Oil Mostly Lower Thursday

NEW YORK (DTN) -- New York Mercantile Exchange oil futures moved mixed with a downside bias Thursday morning as the focus shifted back to excess supply and worries about China after a more than 6% drop in the Shanghai equities early Thursday.

However, the downside for the oil complex was limited by strong U.S. economic data issued this morning and ongoing talks of a possible freeze in production by the Organization of Petroleum Exporting Countries. The market continues to be volatile.

The supply glut was underscored by the latest weekly oil data from the Energy Information Administration. The federal agency on Wednesday reported crude oil stocks rose 3.5 million barrel during the week-ended Feb. 19 to a new high of 507.6 million bbl.

At the Cushing supply hub in Oklahoma, crude stocks rose by 400,000 bbl to a record 65.1 million bbl, the fourth weekly gain, with stocks at 89.2% of working capacity at the terminal. Cushing storage is important since it's the delivery point for NYMEX West Texas Intermediate crude futures contract.
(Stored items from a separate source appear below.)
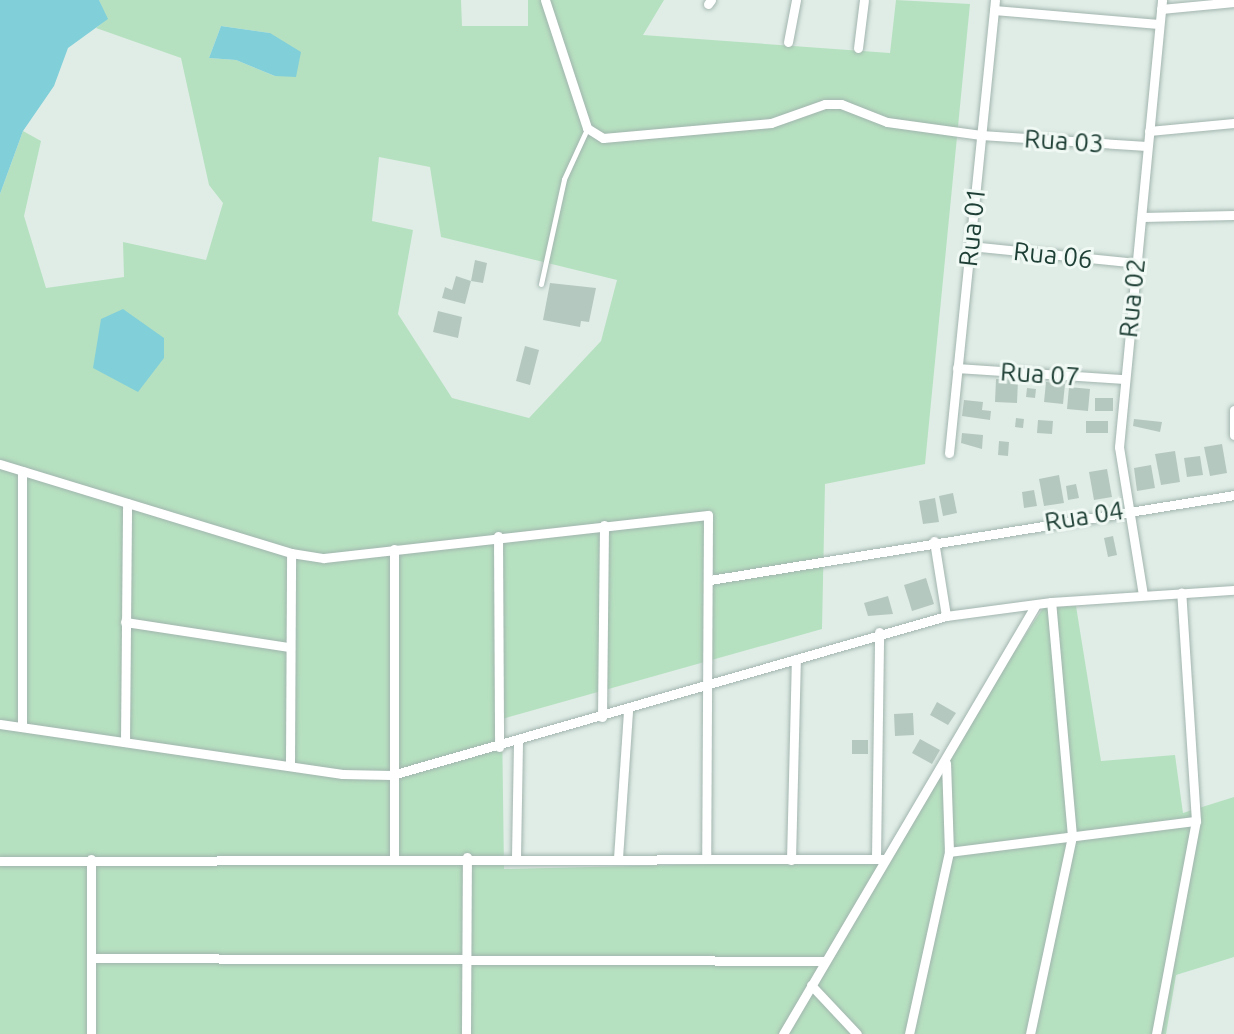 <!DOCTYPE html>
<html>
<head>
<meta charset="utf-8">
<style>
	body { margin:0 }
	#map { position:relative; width:1234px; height:1034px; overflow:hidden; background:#e0ede7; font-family:Ubuntu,sans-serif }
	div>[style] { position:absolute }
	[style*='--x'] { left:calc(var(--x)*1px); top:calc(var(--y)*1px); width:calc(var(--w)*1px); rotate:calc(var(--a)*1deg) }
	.green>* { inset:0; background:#b6e1c0 }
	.water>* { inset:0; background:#81cfd9 }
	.building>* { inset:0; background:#b5c8bf }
	.roads { filter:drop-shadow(0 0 2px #a2b5ae) drop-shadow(0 0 2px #a2b5ae) }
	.service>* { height:5px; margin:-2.5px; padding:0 2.5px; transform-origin:2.5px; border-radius:2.5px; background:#fff }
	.minor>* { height:9px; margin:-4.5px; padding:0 4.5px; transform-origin:4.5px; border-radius:4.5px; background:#fff }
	span { translate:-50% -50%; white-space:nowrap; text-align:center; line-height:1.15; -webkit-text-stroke:6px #f1f9f5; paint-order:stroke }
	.street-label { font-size:26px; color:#1e3f35 }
</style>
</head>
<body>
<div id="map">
	<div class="green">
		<div style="clip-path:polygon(evenodd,99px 0,461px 0,462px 26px,528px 26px,528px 0,664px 0,643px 35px,890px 53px,896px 0,970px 4px,925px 464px,825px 484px,822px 629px,502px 719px,504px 869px,885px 860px,903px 822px,1043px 608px,1076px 606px,1101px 761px,1175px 755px,1183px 813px,1234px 797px,1234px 957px,1176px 975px,1166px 1034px,0 1034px,0 194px,23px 131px,41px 141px,24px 216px,46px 288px,124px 277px,123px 242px,206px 260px,223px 203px,209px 185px,181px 58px,96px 28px,107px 19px,99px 0,221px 26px,270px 33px,275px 76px,236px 60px,209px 58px,221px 26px,99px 0,379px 157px,430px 167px,441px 237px,617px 280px,601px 341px,529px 418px,452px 398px,398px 314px,413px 230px,372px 221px,379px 157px)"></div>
	</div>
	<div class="water">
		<div style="clip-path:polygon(0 0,99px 0,108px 19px,68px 48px,54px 86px,23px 131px,0 194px)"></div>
		<div style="clip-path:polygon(221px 26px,270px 33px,301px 52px,296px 77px,275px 76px,236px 60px,209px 58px)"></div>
		<div style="clip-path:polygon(123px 309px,164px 338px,164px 358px,138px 392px,93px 368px,101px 319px)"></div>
	</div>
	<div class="building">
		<div style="clip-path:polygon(475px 260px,487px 263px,483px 283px,471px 281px,465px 304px,442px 298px,445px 287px,452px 290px,456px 276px,471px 281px)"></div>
		<div style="clip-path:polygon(550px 283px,596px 288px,589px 322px,581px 321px,580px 327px,543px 320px)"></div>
		<div style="clip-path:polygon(438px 311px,462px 317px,458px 338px,433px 332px)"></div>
		<div style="clip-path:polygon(525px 346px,539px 350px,530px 385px,516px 381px)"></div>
		<div style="clip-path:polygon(996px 379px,1018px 380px,1017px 403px,995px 402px)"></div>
		<div style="clip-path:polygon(1046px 382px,1065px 384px,1063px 404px,1044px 402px)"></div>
		<div style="clip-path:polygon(1069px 387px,1090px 389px,1088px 411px,1067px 409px)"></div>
		<div style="clip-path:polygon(1027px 388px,1036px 389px,1035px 398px,1026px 397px)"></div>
		<div style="clip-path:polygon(1095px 398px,1113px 398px,1113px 411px,1095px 411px)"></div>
		<div style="clip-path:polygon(964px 400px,983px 402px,982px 410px,991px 411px,990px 420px,962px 416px)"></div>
		<div style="clip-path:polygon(1016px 418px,1024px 419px,1023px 428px,1015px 427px)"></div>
		<div style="clip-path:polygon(1134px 419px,1162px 422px,1160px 432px,1133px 426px)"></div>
		<div style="clip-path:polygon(1038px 420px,1053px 421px,1052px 434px,1037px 433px)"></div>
		<div style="clip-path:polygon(1086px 421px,1108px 421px,1108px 433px,1086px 433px)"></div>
		<div style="clip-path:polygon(962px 433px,983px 435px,982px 449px,961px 443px)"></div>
		<div style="clip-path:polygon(999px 441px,1009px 442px,1008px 456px,998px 455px)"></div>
		<div style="clip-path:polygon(1222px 444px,1227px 473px,1210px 476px,1204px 447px)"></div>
		<div style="clip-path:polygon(1175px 451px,1180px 482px,1161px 485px,1155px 454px)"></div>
		<div style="clip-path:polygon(1200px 456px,1203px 475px,1187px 477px,1184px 458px)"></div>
		<div style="clip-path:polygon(1151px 465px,1155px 488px,1137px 491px,1134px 468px)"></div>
		<div style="clip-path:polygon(1107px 469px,1112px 497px,1094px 500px,1089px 472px)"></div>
		<div style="clip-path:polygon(1059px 475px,1064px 503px,1044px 506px,1039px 479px)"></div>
		<div style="clip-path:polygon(1076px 484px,1079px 498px,1068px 500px,1066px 486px)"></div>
		<div style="clip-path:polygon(1034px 490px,1037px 506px,1024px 508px,1022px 492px)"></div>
		<div style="clip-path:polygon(953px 493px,957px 513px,943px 516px,939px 496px)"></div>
		<div style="clip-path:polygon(935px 498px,939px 522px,923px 524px,919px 501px)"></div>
		<div style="clip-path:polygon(1113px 536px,1117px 555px,1108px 557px,1104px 538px)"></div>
		<div style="clip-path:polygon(926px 578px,934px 604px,912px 611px,904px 585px)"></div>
		<div style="clip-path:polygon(888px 596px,893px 614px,868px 616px,864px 603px)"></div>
		<div style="clip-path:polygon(937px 702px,956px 713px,948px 725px,930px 715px)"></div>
		<div style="clip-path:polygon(913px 713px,914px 735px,895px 736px,894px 714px)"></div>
		<div style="clip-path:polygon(920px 739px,940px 750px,932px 764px,912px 753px)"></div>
		<div style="clip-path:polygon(852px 740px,868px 740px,868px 754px,852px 754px)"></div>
	</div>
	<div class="roads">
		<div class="service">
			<div style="--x:541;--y:284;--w:107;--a:-77.6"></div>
			<div style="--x:564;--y:179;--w:55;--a:-65.3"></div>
		</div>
		<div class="minor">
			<div style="--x:545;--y:0;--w:135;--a:71.8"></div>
			<div style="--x:587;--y:128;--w:19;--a:32"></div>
			<div style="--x:603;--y:138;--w:169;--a:-5.1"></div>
			<div style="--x:771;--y:123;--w:57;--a:-19.4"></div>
			<div style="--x:825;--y:104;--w:16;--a:0"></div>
			<div style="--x:841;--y:104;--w:49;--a:21.4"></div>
			<div style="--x:887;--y:122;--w:95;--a:7.9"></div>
			<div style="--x:981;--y:135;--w:166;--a:3.8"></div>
			<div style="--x:708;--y:4;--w:5;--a:-53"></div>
			<div style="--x:1161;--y:9;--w:73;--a:-5.5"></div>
			<div style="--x:994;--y:10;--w:165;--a:4.9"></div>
			<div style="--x:788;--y:42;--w:43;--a:-79.2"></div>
			<div style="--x:858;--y:48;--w:48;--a:-82.9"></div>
			<div style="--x:1149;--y:131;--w:85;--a:-5.4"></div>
			<div style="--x:1142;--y:217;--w:92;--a:-1.2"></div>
			<div style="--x:970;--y:246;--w:167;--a:5.8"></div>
			<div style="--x:957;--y:368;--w:167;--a:3.8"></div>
			<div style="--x:1234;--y:410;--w:25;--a:90"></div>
			<div style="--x:949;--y:453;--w:455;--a:-84.2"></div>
			<div style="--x:0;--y:464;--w:304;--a:17"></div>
			<div style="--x:291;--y:553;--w:33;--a:9"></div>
			<div style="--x:324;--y:558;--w:386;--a:-6.4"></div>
			<div style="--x:708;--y:515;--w:343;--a:90.3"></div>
			<div style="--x:22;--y:471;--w:256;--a:90"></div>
			<div style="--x:498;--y:536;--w:211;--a:89.7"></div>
			<div style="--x:934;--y:541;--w:76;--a:80.9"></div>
			<div style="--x:394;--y:549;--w:310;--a:90"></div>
			<div style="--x:710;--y:580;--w:531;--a:-9.21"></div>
			<div style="--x:1143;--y:595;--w:150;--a:-99.2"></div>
			<div style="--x:1119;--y:447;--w:449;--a:-84.5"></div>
			<div style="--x:125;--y:622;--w:165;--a:8.7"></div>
			<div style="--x:602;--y:717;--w:192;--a:-89.4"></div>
			<div style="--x:0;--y:724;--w:346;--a:8.3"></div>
			<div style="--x:342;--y:774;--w:50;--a:1.1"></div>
			<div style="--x:392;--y:775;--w:576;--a:-16.01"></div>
			<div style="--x:946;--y:616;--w:106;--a:-7.6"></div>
			<div style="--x:1051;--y:602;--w:183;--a:-3.8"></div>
			<div style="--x:125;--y:742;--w:239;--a:-89.5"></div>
			<div style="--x:290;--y:765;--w:212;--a:-89.7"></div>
			<div style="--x:949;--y:852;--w:249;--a:-7.2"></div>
			<div style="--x:516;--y:857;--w:116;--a:-89"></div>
			<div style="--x:618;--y:858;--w:148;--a:-86.1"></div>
			<div style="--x:876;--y:858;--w:226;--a:-89.2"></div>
			<div style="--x:791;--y:860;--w:201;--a:-88.6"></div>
			<div style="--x:0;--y:861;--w:885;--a:-0.13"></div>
			<div style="--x:91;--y:958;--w:732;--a:0.23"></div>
			<div style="--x:811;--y:985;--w:67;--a:46.8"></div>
			<div style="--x:91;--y:1034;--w:175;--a:-90"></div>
			<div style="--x:466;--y:1034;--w:177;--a:-89.7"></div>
			<div style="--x:783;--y:1034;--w:498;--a:-59.5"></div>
			<div style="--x:909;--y:1034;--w:186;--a:-77.6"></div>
			<div style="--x:949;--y:852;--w:89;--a:-91.9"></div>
			<div style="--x:1030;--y:1034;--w:202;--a:-78"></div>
			<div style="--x:1072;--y:836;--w:235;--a:-95.1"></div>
			<div style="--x:1156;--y:1034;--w:217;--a:-79.4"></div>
			<div style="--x:1196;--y:821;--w:229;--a:-93.7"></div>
		</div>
	</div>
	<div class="street-label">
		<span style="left:1064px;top:141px;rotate:4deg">Rua 03</span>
		<span style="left:972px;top:227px;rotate:-84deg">Rua 01</span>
		<span style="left:1053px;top:255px;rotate:6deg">Rua 06</span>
		<span style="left:1132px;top:298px;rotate:-84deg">Rua 02</span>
		<span style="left:1040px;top:374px;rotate:4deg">Rua 07</span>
		<span style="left:1084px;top:516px;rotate:-9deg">Rua 04</span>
	</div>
</div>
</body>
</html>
"[Oil] inventories and the shape of the futures curve move in lockstep, and changes in inventories can often foreshadow moves in the shape of the curve and the prompt price of oil," said Barclays Capital. "We see further weakness in time-spreads and an uphill battle for prompt oil prices in first half of 16."

The bank added, "We expect Brent prices to average $33 during this timeframe. U.S. production declines will help reduce the rate of U.S. stock-builds and will flatten WTI time-spreads in the summer months."

At 8 a.m. CT, NYMEX April WTI crude futures fell 38 cents to $31.77 bbl while April Brent crude futures on IntercontinentalExchange dropped 38 cents to $34.13 bbl. The Brent premium over WTI widened 10 cents to $2.36 bbl, boosted by record high inventory at Cushing.

In products trade, NYMEX March ULSD futures eased 0.91 cents to $1.0503 gallon while March RBOB futures edged up 0.25 cents to $1.0129 gallon.

On Wall Street, major U.S. stock indices were slightly lower in choppy trade, lent support after the Commerce Department reported durable goods orders rose 4.9% last month, rebounding from a 4.6% plunge in December.

The durable goods data overshadowed Labor Department's data showing weekly jobless claims rose by a more-than-expected 10,000 to 272,000, but remained near a post-recession low.

In currency trade, the dollar was up but off Wednesday's three-week high versus its major peers.

On supply, U.S. oil production has remained above 9.0 million barrels per day in recent months despite the ongoing drop in drilling activity. Last week, output fell by about 30,000 bpd to 9.1 million bpd, according to EIA.

A key question is whether OPEC would freeze production and potentially reduce cartel output to stabilize prices. Saudi Arabian Oil Minister Ali al-Naimi on Tuesday rejected calls for a cut while endorsing a freeze in output at the January level as per last week's tentative deal with Russia on condition that other OPEC members join in.

Mexico said it's willing to meet with OPEC over the planned output freeze but Iran called the freeze "ridiculous," and is planning to increase its crude oil production by some 600,000 bpd versus its 2.99 million bpd January output level. Iran has said it needs to boost its supply to a pre-sanctions level of about 3.6 million bpd before other considerations.